[英]Efficient algo to find number of integers in a sorted array that are within a certain range in O(log(N)) time?
I came across a interview question that has to be done in O(logn) 我遇到了一个必须在O(logn)中完成的面试问题
Given a sorted integer array and a number, find the start and end indexes of the number in the array. 给定排序的整数数组和数字,找到数组中数字的开始和结束索引。
Ex1: Array = {0,0,2,3,3,3,3,4,7,7,9} and Number = 3 --> Output = {3,6}
Ex2: Array = {0,0,2,3,3,3,3,4,7,7,9} and Number = 5 --> Output = {-1,-1}
I am trying to find an efficient algo for this but so fat have not been successful. 我试图找到一个有效的算法,但这么胖也没有成功。
You can use the concept of binary search to find the starting and ending index: 您可以使用二进制搜索的概念来查找起始和结束索引:
Note that when we reached an array of size 1, we may be one cell next to the input number, so we check if it equals the input number, if not, we fix the index by adding/decreasing 1 from the index we found. 请注意,当我们到达大小为1的数组时,我们可能是输入数字旁边的一个单元格,因此我们检查它是否等于输入数字,如果不是,我们通过从我们找到的索引中添加/减少1来修复索引。
findStartIndex(int[] A, int num)
{
int start = 0; end = A.length-1;
while (end != start)
{
mid = (end - start)/2;
if (A[mid] >= num)
end = mid;
else
start = mid;
}
if(A[start] == num)
return start;
else
return start+1;
}
findEndIndex(int[] A, int num)
{
int start = 0; end = A.length-1;
while (end != start)
{
mid = (end - start)/2;
if (A[mid] > num)
end = mid;
else
start = mid;
}
if(A[start] == num)
return start;
else
return start-1;
}
And the whole procedure: 整个过程:
int start = findStartIndex(A, num);
if (A[start]!=num)
{
print("-1,-1");
}
else
{
int end = findEndIndex(A, num);
print(start, end);
}
Sounds like a binary search -- log graphs iirc represent the effect of "halving" with each increment, which basically is binary search. 听起来像二进制搜索 - 日志图表iirc表示每个增量“减半”的效果,基本上是二进制搜索。
Pseudocode: 伪代码:
Set number to search for
Get length of array, check if number is at the half point
if the half is > the #, check the half of the bottom half. is <, do the inverse
repeat
if the half point is the #, mark the first time this happens as a variable storing its index
then repeat binary searches above , and then binary searches below (separately), such that you check for how far to the left/right it can repeat.
note*: and you sort binary left/right instead of just incrementally, in case your code is tested in a dataset with like 1,000,000 3's in a row or something
Is this clear enough to go from there? 这是否足够清楚?
The solution is to binary search the array concurrently (does't actually have to be concurrent :P ) at the start. 解决方案是在开始时同时二进制搜索数组(实际上不必是并发:P)。 The key is that the left and right searches are slightly different.
关键是左右搜索略有不同。 For the right side if you encounter a dupe you have to search to the right, and for the left side if you encounter a dupe you search to the left.
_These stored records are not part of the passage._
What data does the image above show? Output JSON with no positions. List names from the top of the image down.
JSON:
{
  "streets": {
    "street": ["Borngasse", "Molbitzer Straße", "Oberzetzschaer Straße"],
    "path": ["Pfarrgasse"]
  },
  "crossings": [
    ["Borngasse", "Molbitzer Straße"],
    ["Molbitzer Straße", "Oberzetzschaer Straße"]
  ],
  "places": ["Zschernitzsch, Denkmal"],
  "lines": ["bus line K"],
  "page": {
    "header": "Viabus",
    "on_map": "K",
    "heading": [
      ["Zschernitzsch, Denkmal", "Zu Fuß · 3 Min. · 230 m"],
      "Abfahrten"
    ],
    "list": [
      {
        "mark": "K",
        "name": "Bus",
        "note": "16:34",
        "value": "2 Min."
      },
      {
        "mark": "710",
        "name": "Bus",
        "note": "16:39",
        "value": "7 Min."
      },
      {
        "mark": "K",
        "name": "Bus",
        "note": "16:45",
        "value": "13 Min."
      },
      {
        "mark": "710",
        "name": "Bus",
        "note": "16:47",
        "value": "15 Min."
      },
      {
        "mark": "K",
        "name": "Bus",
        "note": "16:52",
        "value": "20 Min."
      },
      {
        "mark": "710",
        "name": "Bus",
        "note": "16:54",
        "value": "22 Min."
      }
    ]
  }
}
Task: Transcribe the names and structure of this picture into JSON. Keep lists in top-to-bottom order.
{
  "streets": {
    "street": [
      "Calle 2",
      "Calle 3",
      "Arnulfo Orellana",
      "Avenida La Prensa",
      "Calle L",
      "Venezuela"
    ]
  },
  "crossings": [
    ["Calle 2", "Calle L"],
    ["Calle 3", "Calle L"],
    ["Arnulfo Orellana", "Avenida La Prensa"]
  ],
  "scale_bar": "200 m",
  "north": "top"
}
对于右侧,如果遇到欺骗,则必须向右搜索,对于左侧,如果遇到欺骗,则向左搜索。 what you are searching for is the boundary so on the right side you check for.
您要搜索的是边界,所以在右侧检查。
yournum, not_yournum
This is the boundary and on the left side you just search for the boundary in the opposite direction. 这是边界,在左侧,您只需搜索相反方向的边界。 At the end return the indices of the boundaries.
最后返回边界的索引。
Double binary search. 双二进制搜索。 You start with lower index = 0, upper index = length - 1. Then you check the point halfway and adjust your indexes accordingly.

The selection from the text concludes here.